| Aim of the task |
Please set down every entry from the listing below, word for word.

| Stored data |
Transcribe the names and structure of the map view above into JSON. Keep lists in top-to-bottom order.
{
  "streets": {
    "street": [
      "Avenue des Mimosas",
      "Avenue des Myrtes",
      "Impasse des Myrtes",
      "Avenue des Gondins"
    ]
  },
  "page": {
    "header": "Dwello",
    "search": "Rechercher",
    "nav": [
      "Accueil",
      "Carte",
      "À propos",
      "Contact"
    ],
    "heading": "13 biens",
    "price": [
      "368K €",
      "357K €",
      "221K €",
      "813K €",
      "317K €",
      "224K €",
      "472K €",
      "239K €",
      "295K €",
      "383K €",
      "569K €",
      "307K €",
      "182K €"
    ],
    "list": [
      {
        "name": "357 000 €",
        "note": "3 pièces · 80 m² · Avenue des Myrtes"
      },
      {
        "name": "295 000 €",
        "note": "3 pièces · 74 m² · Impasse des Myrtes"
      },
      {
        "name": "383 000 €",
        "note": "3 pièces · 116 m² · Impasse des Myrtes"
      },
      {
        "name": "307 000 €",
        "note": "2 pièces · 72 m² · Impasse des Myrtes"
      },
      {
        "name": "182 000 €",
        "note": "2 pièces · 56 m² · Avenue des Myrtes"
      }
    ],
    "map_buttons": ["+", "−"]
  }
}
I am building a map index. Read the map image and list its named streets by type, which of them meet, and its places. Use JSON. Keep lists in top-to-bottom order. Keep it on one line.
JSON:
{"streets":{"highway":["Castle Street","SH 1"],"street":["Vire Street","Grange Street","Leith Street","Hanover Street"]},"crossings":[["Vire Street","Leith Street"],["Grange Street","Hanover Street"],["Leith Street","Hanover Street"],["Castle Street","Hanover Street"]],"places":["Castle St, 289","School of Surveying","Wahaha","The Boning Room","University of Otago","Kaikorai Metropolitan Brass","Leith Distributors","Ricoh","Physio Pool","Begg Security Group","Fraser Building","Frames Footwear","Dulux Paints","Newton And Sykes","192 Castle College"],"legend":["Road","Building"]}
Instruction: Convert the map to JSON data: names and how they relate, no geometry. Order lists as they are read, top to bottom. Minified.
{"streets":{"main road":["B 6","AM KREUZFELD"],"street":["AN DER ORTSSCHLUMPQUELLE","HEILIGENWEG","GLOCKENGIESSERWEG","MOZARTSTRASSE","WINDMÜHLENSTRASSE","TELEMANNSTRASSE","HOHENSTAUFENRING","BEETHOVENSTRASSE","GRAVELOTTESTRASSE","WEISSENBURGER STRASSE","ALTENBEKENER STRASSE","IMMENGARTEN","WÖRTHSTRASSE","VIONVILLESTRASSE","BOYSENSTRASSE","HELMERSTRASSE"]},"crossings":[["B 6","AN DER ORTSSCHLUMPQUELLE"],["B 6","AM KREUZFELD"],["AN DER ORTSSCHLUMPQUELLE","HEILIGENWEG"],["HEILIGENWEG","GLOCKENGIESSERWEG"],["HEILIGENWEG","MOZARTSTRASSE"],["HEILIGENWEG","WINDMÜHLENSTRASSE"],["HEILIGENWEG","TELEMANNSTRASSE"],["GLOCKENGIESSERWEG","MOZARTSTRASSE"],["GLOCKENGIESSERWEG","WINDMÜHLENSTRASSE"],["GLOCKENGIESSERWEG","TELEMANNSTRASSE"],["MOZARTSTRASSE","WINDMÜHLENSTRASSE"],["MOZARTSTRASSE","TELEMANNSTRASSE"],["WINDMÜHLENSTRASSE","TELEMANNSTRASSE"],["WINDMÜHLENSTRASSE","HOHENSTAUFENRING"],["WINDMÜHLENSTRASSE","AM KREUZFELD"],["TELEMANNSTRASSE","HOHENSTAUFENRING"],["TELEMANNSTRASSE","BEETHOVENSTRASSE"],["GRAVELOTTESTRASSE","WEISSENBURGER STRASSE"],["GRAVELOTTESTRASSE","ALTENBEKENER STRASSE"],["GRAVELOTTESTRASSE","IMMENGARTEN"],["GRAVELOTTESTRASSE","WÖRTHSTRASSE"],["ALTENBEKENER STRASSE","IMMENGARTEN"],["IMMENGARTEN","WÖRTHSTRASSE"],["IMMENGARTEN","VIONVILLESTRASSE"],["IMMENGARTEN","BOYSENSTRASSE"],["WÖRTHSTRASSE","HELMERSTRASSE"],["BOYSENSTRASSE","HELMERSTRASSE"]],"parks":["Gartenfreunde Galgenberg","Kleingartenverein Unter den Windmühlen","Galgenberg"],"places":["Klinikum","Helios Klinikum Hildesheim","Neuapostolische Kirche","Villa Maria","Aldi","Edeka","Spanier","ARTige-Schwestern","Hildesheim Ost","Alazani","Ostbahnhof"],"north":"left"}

| Expected answer |
Transcribe the names and structure of the map view above into JSON. Keep lists in top-to-bottom order.
{
  "streets": {
    "street": [
      "Avenue des Mimosas",
      "Avenue des Myrtes",
      "Impasse des Myrtes",
      "Avenue des Gondins"
    ]
  },
  "page": {
    "header": "Dwello",
    "search": "Rechercher",
    "nav": [
      "Accueil",
      "Carte",
      "À propos",
      "Contact"
    ],
    "heading": "13 biens",
    "price": [
      "368K €",
      "357K €",
      "221K €",
      "813K €",
      "317K €",
      "224K €",
      "472K €",
      "239K €",
      "295K €",
      "383K €",
      "569K €",
      "307K €",
      "182K €"
    ],
    "list": [
      {
        "name": "357 000 €",
        "note": "3 pièces · 80 m² · Avenue des Myrtes"
      },
      {
        "name": "295 000 €",
        "note": "3 pièces · 74 m² · Impasse des Myrtes"
      },
      {
        "name": "383 000 €",
        "note": "3 pièces · 116 m² · Impasse des Myrtes"
      },
      {
        "name": "307 000 €",
        "note": "2 pièces · 72 m² · Impasse des Myrtes"
      },
      {
        "name": "182 000 €",
        "note": "2 pièces · 56 m² · Avenue des Myrtes"
      }
    ],
    "map_buttons": ["+", "−"]
  }
}
I am building a map index. Read the map image and list its named streets by type, which of them meet, and its places. Use JSON. Keep lists in top-to-bottom order. Keep it on one line.
JSON:
{"streets":{"highway":["Castle Street","SH 1"],"street":["Vire Street","Grange Street","Leith Street","Hanover Street"]},"crossings":[["Vire Street","Leith Street"],["Grange Street","Hanover Street"],["Leith Street","Hanover Street"],["Castle Street","Hanover Street"]],"places":["Castle St, 289","School of Surveying","Wahaha","The Boning Room","University of Otago","Kaikorai Metropolitan Brass","Leith Distributors","Ricoh","Physio Pool","Begg Security Group","Fraser Building","Frames Footwear","Dulux Paints","Newton And Sykes","192 Castle College"],"legend":["Road","Building"]}
Instruction: Convert the map to JSON data: names and how they relate, no geometry. Order lists as they are read, top to bottom. Minified.
{"streets":{"main road":["B 6","AM KREUZFELD"],"street":["AN DER ORTSSCHLUMPQUELLE","HEILIGENWEG","GLOCKENGIESSERWEG","MOZARTSTRASSE","WINDMÜHLENSTRASSE","TELEMANNSTRASSE","HOHENSTAUFENRING","BEETHOVENSTRASSE","GRAVELOTTESTRASSE","WEISSENBURGER STRASSE","ALTENBEKENER STRASSE","IMMENGARTEN","WÖRTHSTRASSE","VIONVILLESTRASSE","BOYSENSTRASSE","HELMERSTRASSE"]},"crossings":[["B 6","AN DER ORTSSCHLUMPQUELLE"],["B 6","AM KREUZFELD"],["AN DER ORTSSCHLUMPQUELLE","HEILIGENWEG"],["HEILIGENWEG","GLOCKENGIESSERWEG"],["HEILIGENWEG","MOZARTSTRASSE"],["HEILIGENWEG","WINDMÜHLENSTRASSE"],["HEILIGENWEG","TELEMANNSTRASSE"],["GLOCKENGIESSERWEG","MOZARTSTRASSE"],["GLOCKENGIESSERWEG","WINDMÜHLENSTRASSE"],["GLOCKENGIESSERWEG","TELEMANNSTRASSE"],["MOZARTSTRASSE","WINDMÜHLENSTRASSE"],["MOZARTSTRASSE","TELEMANNSTRASSE"],["WINDMÜHLENSTRASSE","TELEMANNSTRASSE"],["WINDMÜHLENSTRASSE","HOHENSTAUFENRING"],["WINDMÜHLENSTRASSE","AM KREUZFELD"],["TELEMANNSTRASSE","HOHENSTAUFENRING"],["TELEMANNSTRASSE","BEETHOVENSTRASSE"],["GRAVELOTTESTRASSE","WEISSENBURGER STRASSE"],["GRAVELOTTESTRASSE","ALTENBEKENER STRASSE"],["GRAVELOTTESTRASSE","IMMENGARTEN"],["GRAVELOTTESTRASSE","WÖRTHSTRASSE"],["ALTENBEKENER STRASSE","IMMENGARTEN"],["IMMENGARTEN","WÖRTHSTRASSE"],["IMMENGARTEN","VIONVILLESTRASSE"],["IMMENGARTEN","BOYSENSTRASSE"],["WÖRTHSTRASSE","HELMERSTRASSE"],["BOYSENSTRASSE","HELMERSTRASSE"]],"parks":["Gartenfreunde Galgenberg","Kleingartenverein Unter den Windmühlen","Galgenberg"],"places":["Klinikum","Helios Klinikum Hildesheim","Neuapostolische Kirche","Villa Maria","Aldi","Edeka","Spanier","ARTige-Schwestern","Hildesheim Ost","Alazani","Ostbahnhof"],"north":"left"}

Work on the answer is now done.